■ Task details: Each line in the data must be reproduced as written, except for any picture.

■ Data excerpt:

========================================

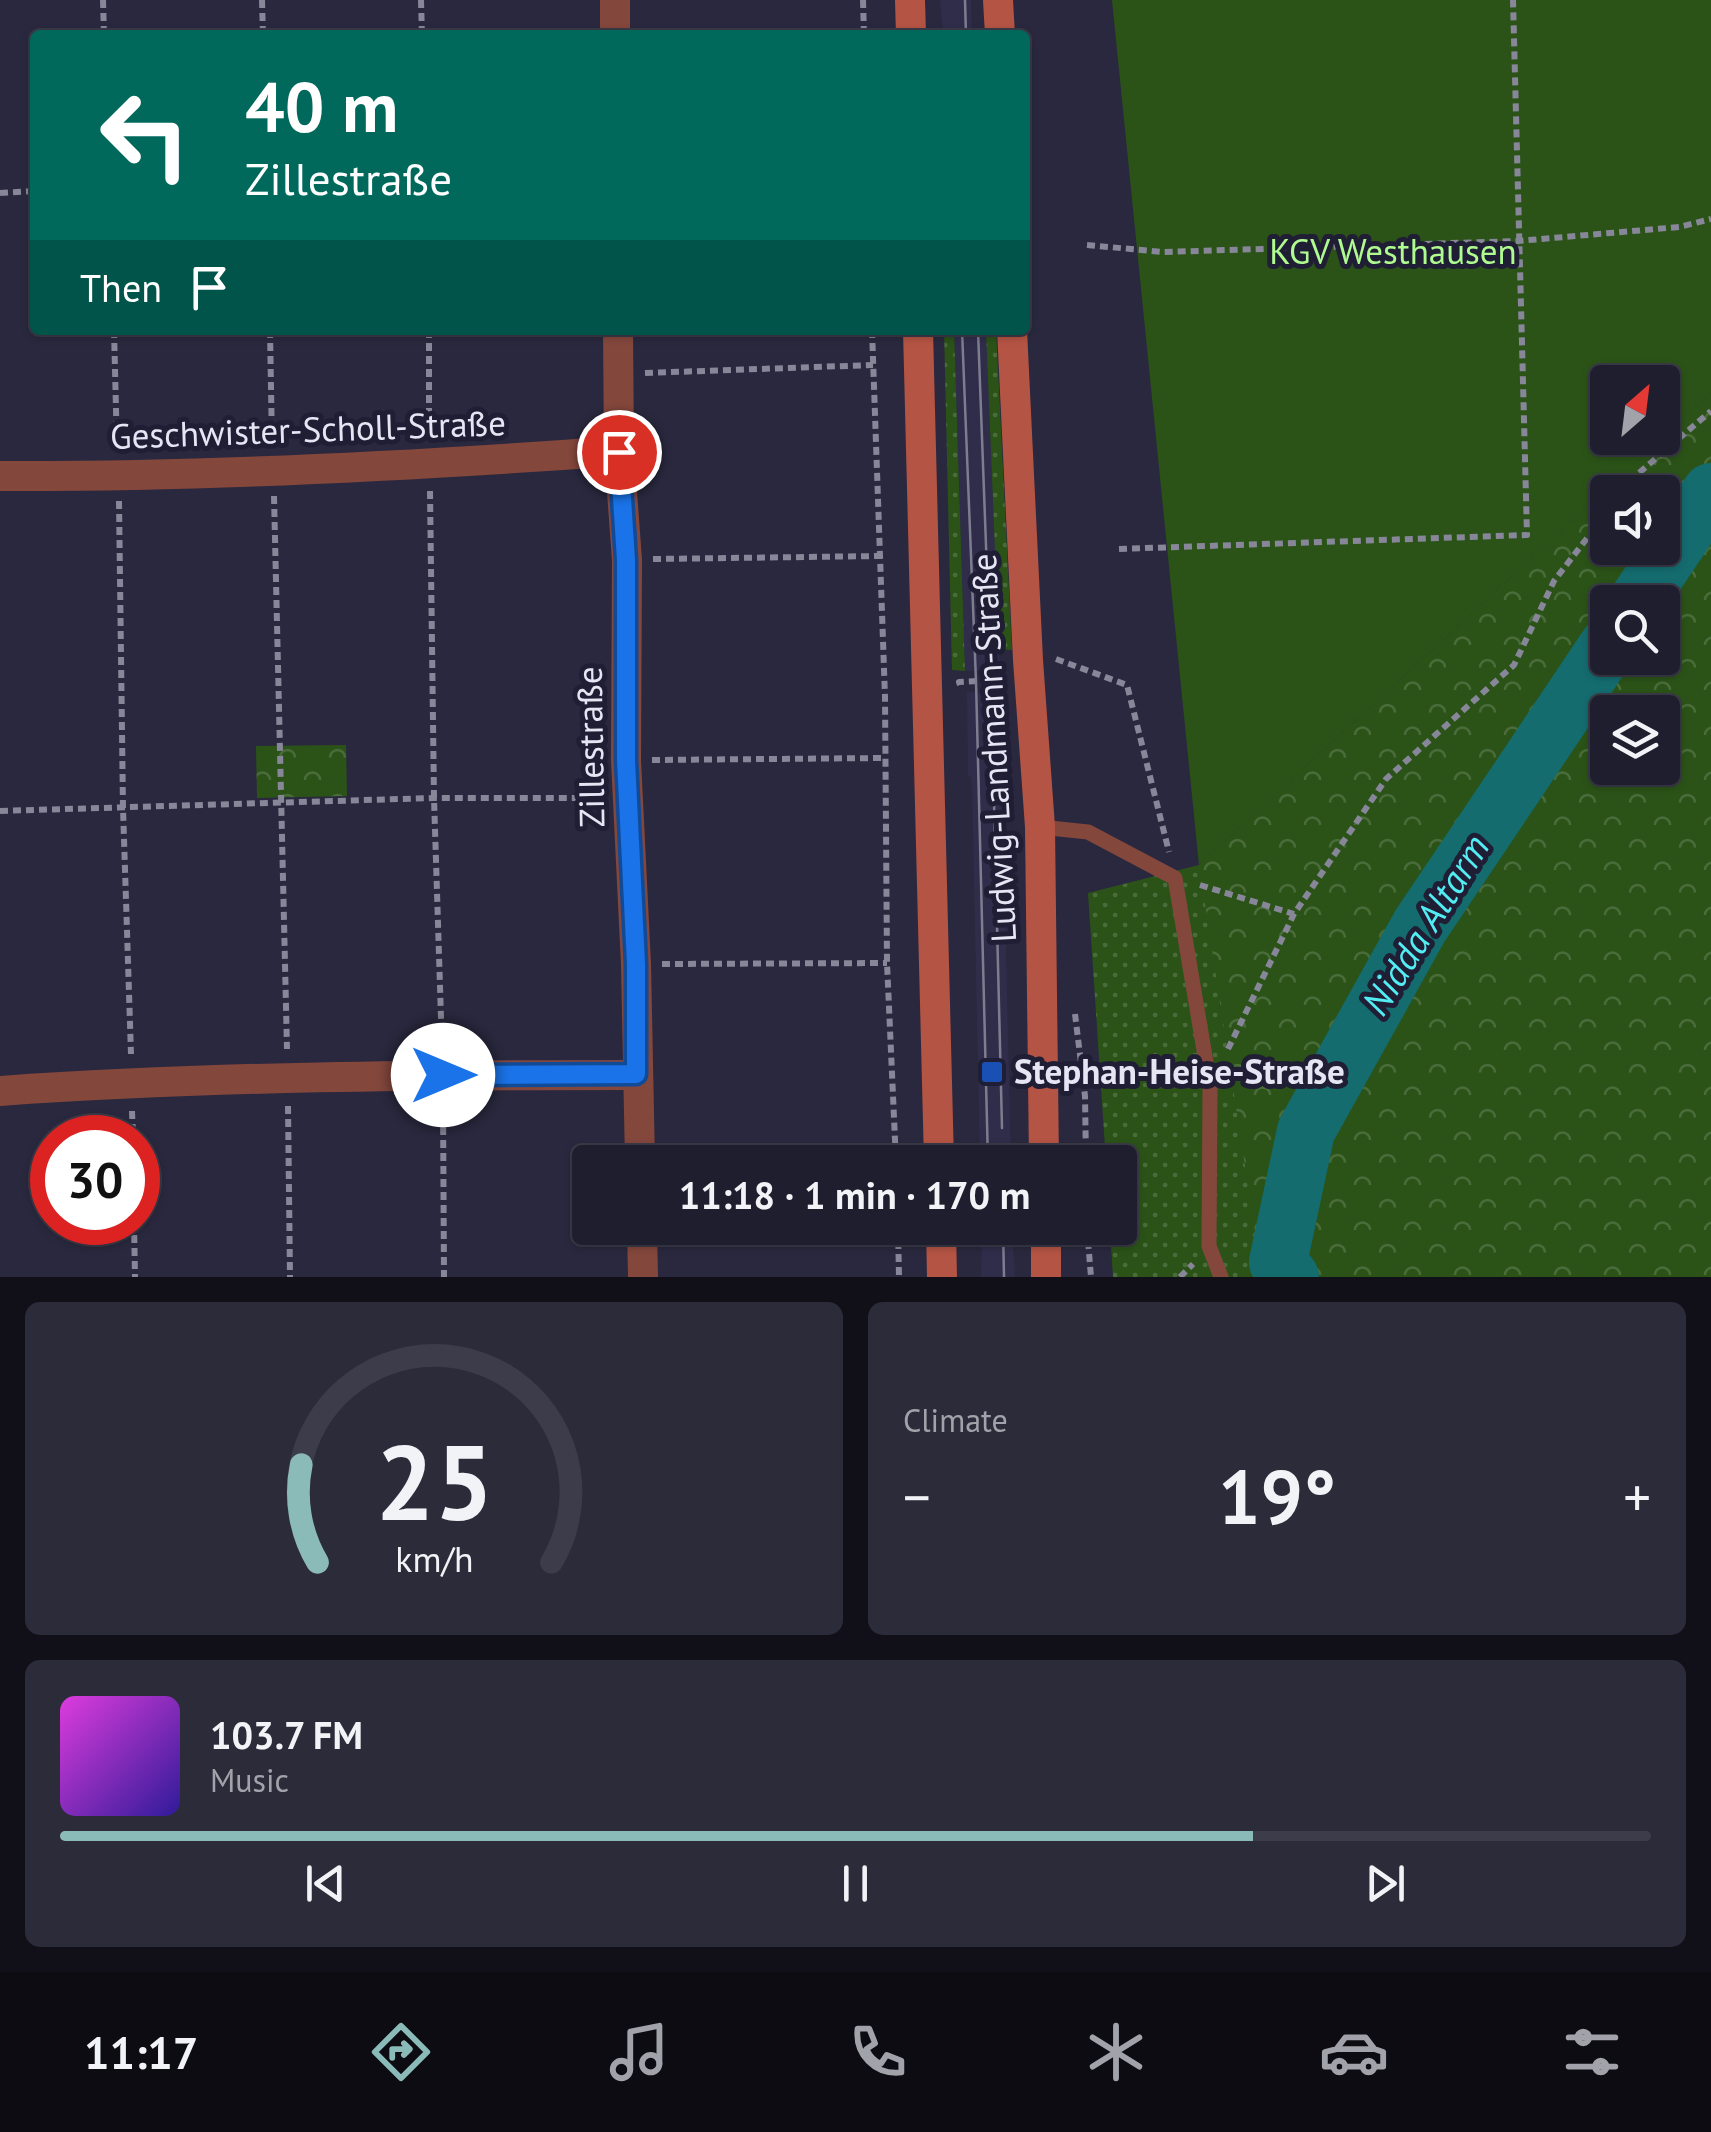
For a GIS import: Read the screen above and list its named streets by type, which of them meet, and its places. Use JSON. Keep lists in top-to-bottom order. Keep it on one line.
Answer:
{"streets":{"main road":["Ludwig-Landmann-Straße"],"street":["Geschwister-Scholl-Straße","Zillestraße"]},"crossings":[["Geschwister-Scholl-Straße","Zillestraße"]],"water":["Nidda Altarm"],"parks":["KGV Westhausen"],"places":{"transit":["Stephan-Heise-Straße"]},"north":"top right","page":{"turn":["40 m","Zillestraße"],"then":"Then","limit":"30","trip":"11:18 · 1 min · 170 m","tile":"Climate","heat":["−","19°","+"],"song":["103.7 FM","Music"],"tabs":"11:17","gauge":["25","km/h"]}}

========================================

■ Result:
For a GIS import: Read the screen above and list its named streets by type, which of them meet, and its places. Use JSON. Keep lists in top-to-bottom order. Keep it on one line.
Answer:
{"streets":{"main road":["Ludwig-Landmann-Straße"],"street":["Geschwister-Scholl-Straße","Zillestraße"]},"crossings":[["Geschwister-Scholl-Straße","Zillestraße"]],"water":["Nidda Altarm"],"parks":["KGV Westhausen"],"places":{"transit":["Stephan-Heise-Straße"]},"north":"top right","page":{"turn":["40 m","Zillestraße"],"then":"Then","limit":"30","trip":"11:18 · 1 min · 170 m","tile":"Climate","heat":["−","19°","+"],"song":["103.7 FM","Music"],"tabs":"11:17","gauge":["25","km/h"]}}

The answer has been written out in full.